Wenn dein Rosenkohlgratin zu flüssig erscheint, kannst du versuchen, es etwas länger im Ofen zu backen. Das hilft, überschüssige Flüssigkeit zu verdampfen und die Konsistenz zu verbessern. Eine andere Möglichkeit ist, ein wenig mehr Weizenmehl oder eine glutenfreie Mischung in die Sauce einzurühren, um sie zu verdicken.

Gibt es besondere diätetische Überlegungen beim Rosenkohlgratin?
Ja, dieses Rezept kann ziemlich anpassungsfähig sein! Für eine glutenfreie Option tausche das Weizenmehl gegen eine Mischung aus Maisstärke und gemahlenen Mandeln aus. Wenn du eine vegane Version möchtest, kannst du das Ei durch Flachsmehl ersetzen und die Sahne durch Kokosmilch oder eine andere pflanzliche Sahnealternative ersetzen. Achte darauf, alle Zutaten gut zu überprüfen, um Allergien oder Unverträglichkeiten zu vermeiden.

Kann ich das Gratin im Voraus zubereiten?
Absolut! Du kannst das Rosenkohlgratin bis zu einem Tag im Voraus zubereiten. Bereite es einfach bis zur Backphase vor, decke es ab und stelle es in den Kühlschrank. Vor dem Backen solltest du es etwas auf Raumtemperatur bringen und dann wie gewohnt backen.
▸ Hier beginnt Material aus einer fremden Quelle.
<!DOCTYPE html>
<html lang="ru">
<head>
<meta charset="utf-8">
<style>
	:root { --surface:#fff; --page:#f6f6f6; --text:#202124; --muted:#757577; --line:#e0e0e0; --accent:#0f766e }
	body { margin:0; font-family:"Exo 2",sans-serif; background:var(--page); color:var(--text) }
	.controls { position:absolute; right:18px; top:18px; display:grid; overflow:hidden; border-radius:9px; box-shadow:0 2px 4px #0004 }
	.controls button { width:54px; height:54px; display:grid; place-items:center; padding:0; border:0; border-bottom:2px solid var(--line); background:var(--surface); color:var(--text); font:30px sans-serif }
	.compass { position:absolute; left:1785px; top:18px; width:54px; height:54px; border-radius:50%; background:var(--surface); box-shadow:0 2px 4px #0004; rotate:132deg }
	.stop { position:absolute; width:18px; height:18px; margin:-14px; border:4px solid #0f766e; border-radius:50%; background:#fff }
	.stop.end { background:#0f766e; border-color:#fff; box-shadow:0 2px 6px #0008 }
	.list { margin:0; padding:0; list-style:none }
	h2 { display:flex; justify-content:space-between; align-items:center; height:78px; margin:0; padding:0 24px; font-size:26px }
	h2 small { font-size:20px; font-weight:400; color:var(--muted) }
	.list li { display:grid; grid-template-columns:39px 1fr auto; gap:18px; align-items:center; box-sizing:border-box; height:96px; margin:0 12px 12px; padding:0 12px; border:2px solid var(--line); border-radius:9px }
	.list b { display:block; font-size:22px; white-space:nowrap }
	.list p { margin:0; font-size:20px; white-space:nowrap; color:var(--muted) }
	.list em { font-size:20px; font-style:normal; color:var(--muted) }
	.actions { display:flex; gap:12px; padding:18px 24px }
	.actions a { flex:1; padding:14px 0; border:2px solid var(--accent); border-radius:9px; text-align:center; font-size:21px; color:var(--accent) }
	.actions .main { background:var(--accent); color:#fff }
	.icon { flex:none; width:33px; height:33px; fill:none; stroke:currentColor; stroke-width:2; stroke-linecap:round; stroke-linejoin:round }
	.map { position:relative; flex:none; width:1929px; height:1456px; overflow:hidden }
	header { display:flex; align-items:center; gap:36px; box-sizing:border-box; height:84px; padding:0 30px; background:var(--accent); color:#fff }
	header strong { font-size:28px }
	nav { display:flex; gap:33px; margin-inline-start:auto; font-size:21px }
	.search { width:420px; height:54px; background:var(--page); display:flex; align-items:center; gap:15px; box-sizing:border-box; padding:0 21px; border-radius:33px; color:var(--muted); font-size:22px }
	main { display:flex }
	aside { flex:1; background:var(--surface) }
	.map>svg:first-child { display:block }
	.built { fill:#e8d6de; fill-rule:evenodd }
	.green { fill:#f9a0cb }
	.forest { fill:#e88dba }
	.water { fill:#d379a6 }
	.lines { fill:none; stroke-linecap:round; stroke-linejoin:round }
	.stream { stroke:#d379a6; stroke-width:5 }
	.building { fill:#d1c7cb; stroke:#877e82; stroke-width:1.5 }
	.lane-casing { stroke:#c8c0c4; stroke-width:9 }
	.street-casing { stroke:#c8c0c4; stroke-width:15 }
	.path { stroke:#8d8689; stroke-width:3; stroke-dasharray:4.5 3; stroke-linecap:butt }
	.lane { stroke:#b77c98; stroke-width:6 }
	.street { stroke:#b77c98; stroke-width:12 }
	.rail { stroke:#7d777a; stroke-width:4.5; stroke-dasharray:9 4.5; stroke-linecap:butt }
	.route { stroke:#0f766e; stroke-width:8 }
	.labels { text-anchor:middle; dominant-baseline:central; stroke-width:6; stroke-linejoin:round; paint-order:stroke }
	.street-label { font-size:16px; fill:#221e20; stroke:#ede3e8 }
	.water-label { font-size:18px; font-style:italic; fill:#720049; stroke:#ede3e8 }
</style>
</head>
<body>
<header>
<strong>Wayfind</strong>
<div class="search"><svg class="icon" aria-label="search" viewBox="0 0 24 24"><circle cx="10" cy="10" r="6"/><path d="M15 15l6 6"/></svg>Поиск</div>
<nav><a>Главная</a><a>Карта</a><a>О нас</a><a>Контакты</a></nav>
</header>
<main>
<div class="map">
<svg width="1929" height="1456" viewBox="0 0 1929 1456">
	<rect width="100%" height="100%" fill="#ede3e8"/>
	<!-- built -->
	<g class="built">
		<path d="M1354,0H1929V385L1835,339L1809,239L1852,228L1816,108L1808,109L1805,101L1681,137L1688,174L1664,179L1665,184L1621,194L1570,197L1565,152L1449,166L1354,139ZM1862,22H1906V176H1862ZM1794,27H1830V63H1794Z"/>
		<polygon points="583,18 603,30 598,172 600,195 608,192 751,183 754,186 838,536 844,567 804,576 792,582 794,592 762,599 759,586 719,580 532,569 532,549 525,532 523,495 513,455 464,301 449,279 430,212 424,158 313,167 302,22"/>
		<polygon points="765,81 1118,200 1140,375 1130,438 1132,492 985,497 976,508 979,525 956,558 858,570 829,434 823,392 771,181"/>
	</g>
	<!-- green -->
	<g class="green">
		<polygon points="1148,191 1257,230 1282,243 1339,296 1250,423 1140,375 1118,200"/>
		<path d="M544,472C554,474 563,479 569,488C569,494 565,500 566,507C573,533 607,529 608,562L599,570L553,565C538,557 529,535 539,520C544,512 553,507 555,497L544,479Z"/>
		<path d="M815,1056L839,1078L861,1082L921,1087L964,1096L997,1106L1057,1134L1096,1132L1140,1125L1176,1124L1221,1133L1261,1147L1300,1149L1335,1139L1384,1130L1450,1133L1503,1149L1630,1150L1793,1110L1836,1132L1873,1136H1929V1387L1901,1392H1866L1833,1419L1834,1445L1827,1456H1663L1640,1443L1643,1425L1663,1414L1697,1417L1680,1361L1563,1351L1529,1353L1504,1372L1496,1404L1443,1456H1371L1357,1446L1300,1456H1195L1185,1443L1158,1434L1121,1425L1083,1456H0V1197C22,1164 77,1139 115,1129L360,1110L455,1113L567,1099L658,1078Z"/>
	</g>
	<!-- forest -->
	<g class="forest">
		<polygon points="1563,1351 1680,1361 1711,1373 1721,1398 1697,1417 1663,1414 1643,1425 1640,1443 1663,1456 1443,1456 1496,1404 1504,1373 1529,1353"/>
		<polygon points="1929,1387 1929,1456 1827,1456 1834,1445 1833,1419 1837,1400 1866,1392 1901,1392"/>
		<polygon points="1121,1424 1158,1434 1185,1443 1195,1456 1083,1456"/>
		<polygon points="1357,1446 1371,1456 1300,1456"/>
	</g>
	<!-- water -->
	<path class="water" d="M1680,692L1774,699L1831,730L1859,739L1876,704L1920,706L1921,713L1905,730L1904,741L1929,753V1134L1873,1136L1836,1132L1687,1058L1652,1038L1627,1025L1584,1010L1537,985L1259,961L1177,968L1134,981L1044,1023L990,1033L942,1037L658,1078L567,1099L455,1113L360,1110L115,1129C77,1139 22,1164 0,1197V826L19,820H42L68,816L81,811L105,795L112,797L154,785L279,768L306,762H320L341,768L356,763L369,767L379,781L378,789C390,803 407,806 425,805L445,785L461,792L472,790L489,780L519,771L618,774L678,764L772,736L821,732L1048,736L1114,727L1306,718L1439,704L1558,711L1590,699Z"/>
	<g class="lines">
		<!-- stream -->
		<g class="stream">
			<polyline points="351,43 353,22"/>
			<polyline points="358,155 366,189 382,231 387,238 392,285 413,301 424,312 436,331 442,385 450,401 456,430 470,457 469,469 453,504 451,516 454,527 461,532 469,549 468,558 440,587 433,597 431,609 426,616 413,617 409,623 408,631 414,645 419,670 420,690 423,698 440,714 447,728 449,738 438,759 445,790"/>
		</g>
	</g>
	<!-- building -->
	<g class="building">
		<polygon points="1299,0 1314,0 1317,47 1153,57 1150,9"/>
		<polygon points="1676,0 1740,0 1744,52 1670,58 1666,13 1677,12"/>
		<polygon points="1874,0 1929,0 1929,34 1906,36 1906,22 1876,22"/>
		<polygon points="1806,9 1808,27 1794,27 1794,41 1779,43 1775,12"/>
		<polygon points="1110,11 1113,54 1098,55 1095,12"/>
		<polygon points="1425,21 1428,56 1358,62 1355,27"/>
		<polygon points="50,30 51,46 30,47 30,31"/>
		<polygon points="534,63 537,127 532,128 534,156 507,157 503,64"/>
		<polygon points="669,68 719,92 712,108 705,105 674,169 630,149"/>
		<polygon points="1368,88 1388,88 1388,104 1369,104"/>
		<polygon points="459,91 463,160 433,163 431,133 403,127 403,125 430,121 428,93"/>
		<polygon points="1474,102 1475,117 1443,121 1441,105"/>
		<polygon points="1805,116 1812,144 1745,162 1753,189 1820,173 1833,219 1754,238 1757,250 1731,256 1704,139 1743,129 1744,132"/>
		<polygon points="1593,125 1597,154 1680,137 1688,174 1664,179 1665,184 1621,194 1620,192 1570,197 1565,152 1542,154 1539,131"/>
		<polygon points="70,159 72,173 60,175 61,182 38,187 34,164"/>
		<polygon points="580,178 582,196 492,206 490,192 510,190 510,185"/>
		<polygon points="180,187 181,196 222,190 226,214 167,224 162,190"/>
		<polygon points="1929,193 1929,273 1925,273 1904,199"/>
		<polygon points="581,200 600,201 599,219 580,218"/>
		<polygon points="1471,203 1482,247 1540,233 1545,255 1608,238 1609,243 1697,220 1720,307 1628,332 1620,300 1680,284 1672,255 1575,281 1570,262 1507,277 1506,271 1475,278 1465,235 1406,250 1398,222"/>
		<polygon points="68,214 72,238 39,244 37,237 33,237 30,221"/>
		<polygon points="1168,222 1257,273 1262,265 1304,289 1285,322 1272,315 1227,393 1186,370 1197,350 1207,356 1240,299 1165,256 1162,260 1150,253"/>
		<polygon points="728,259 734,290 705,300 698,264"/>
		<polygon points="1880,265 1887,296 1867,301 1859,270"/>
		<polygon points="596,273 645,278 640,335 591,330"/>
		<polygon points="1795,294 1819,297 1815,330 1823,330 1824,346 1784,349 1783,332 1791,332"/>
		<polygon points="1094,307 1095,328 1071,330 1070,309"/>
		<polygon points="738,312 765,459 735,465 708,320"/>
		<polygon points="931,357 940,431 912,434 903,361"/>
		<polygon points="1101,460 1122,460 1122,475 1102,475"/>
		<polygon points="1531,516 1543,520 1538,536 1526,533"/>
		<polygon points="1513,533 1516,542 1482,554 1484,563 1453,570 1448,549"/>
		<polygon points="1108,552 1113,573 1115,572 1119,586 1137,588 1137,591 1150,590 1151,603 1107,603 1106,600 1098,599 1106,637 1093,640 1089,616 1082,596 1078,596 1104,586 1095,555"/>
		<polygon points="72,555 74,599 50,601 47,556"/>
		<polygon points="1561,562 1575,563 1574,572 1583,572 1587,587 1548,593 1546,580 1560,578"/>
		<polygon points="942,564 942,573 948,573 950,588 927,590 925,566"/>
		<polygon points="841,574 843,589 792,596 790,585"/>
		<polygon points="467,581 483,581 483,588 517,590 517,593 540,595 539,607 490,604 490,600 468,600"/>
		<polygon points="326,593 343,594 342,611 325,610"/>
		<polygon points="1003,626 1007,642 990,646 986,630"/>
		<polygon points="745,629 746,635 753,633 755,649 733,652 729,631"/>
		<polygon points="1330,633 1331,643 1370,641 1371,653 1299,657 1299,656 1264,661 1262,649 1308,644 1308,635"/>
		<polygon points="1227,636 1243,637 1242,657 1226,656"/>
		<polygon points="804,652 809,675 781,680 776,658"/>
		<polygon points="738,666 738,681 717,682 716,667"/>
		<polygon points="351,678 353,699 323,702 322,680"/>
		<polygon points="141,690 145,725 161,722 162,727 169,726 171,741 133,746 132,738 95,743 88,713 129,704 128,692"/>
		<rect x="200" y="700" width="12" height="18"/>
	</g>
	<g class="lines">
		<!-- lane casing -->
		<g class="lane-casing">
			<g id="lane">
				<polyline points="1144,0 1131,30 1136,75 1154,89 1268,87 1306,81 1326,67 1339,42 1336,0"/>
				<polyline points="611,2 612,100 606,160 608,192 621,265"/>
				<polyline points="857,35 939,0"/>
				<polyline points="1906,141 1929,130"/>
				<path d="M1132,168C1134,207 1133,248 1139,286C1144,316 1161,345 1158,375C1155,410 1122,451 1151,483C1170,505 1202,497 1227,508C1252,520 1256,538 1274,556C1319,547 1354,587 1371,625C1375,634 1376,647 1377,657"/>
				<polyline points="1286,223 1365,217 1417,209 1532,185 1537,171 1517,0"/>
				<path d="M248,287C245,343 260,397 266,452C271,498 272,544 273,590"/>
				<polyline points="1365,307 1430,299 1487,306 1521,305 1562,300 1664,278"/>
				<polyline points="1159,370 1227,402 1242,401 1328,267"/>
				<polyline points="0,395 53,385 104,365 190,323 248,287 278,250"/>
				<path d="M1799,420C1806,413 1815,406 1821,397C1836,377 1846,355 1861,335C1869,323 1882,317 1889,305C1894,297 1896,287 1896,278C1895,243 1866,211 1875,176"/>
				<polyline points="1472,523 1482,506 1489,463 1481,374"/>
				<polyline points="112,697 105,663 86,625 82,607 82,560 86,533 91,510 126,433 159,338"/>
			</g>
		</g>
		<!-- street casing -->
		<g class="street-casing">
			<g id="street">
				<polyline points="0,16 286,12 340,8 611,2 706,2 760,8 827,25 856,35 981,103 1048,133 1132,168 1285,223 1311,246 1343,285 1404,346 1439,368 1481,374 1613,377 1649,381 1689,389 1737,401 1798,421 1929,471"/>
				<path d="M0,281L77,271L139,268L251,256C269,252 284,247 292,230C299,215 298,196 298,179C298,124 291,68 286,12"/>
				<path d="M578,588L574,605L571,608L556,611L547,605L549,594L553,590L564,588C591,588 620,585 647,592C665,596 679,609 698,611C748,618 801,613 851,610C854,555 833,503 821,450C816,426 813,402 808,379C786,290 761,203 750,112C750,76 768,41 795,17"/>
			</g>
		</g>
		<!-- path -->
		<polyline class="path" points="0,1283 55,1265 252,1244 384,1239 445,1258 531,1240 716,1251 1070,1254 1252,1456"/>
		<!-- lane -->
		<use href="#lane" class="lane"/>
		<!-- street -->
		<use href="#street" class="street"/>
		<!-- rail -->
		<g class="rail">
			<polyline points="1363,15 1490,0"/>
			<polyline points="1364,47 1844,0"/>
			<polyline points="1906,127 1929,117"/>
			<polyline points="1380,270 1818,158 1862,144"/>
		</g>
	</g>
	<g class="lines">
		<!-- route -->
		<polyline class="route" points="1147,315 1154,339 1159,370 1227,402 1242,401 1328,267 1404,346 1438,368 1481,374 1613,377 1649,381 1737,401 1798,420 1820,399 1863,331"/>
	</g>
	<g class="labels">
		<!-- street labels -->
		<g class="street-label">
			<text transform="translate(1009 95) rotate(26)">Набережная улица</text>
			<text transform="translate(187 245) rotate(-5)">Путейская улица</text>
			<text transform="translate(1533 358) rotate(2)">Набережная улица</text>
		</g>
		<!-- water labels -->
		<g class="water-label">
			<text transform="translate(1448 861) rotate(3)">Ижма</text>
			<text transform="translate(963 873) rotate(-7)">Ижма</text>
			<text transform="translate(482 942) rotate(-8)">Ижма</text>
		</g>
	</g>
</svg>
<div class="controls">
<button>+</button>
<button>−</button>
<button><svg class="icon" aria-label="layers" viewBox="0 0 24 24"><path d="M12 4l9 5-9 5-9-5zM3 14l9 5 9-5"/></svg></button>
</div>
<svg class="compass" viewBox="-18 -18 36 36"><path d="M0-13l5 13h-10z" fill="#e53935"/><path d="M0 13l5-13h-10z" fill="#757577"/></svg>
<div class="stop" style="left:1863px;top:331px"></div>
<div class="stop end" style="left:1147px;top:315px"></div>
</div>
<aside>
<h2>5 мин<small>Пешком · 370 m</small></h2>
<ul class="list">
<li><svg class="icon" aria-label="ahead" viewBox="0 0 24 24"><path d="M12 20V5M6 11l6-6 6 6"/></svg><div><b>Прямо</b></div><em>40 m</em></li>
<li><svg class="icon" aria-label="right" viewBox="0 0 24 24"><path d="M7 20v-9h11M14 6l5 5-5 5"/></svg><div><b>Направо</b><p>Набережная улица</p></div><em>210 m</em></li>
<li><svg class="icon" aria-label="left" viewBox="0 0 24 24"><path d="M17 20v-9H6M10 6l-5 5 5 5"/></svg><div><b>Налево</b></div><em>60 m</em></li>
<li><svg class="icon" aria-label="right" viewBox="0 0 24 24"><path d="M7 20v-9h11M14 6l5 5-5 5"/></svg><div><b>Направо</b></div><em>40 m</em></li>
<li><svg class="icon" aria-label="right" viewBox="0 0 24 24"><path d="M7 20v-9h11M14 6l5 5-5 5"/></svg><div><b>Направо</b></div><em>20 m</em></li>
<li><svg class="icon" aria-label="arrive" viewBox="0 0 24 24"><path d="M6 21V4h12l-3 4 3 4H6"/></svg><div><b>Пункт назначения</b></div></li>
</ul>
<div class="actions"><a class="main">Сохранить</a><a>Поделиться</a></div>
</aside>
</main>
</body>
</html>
Das spart Zeit und macht das Servieren viel einfacher!

Köbrüsselkohl Gratin

Köbrüsselkohl Gratin – Cremiger Genuss für kalte Abende

Dieses köstliche Rezept für Köbrüsselkohl Gratin vereint cremigen Käse mit erdigem Rosenkohl und ist perfekt für kalte Abende.
Prep Time 15 minutes
Cook Time 25 minutes
Total Time 40 minutes
Servings: 4 Portionen
Course: Abendessen
Cuisine: Deutsch
Calories: 350

Ingredients
  

Für das Gratin
  • 500 g Rosenkohl frisch und grün
  • 1 TL Meersalz zum Blanchieren
  • 30 g Butter zum Einfetten
  • 200 g Gouda-Käse gerieben
  • 200 ml Schlagsahne für eine reichhaltige Sauce
  • 1 Stück Zwiebel gehackt
  • 30 g Weizenmehl für die Sauce
  • 1 Stück Ei bindet das Gratin
  • 1 Prise Muskat frisch gerieben
  • 1 Prise Pfeffer frisch gemahlen
Optional garnieren
  • Zusätzlicher Gouda-Käse für eine goldene, knusprige Oberseite

Equipment

  • Topf
  • Pfanne
  • Auflaufform

Method
 

Zubereitung
  1. Wasche die Rosenkohlköpfe gründlich und entferne die äußeren Blätter.
  2. Setze einen Topf mit gesalzenem Wasser auf und bringe es zum Kochen. Blanchiere die Rosenkohlköpfe 3-4 Minuten.
  3. Erhitze die Butter in einer Pfanne, füge die gehackten Zwiebeln hinzu und brate sie 5 Minuten lang.
  4. Rühre das Weizenmehl ein und koche es 1-2 Minuten. Gieß nach und nach die Schlagsahne dazu.
  5. Nimm die Pfanne vom Herd und mische das verquirlte Ei, Muskatnuss, Salz und Pfeffer unter die Sauce.
  6. Gib die blanchierten Rosenkohlköpfe in die Sauce und übertrage die Mischung in eine gefettete Auflaufform.
  7. Bestreue den Gratin mit dem geriebenen Gouda-Käse. Backe bei 180°C für 25 Minuten.
  8. Garnieren mit frisch gehackter Petersilie vor dem Servieren.

Nutrition

Serving: 1PortionCalories: 350kcalCarbohydrates: 25gProtein: 12gFat: 24gSaturated Fat: 14gPolyunsaturated Fat: 1gMonounsaturated Fat: 6gCholesterol: 90mgSodium: 600mgPotassium: 500mgFiber: 5gSugar: 2gVitamin A: 500IUVitamin C: 60mgCalcium: 300mgIron: 2mg

Notes

Für eine extra knusprige Kruste können Semmelbrösel während des Backens darüber gestreut werden.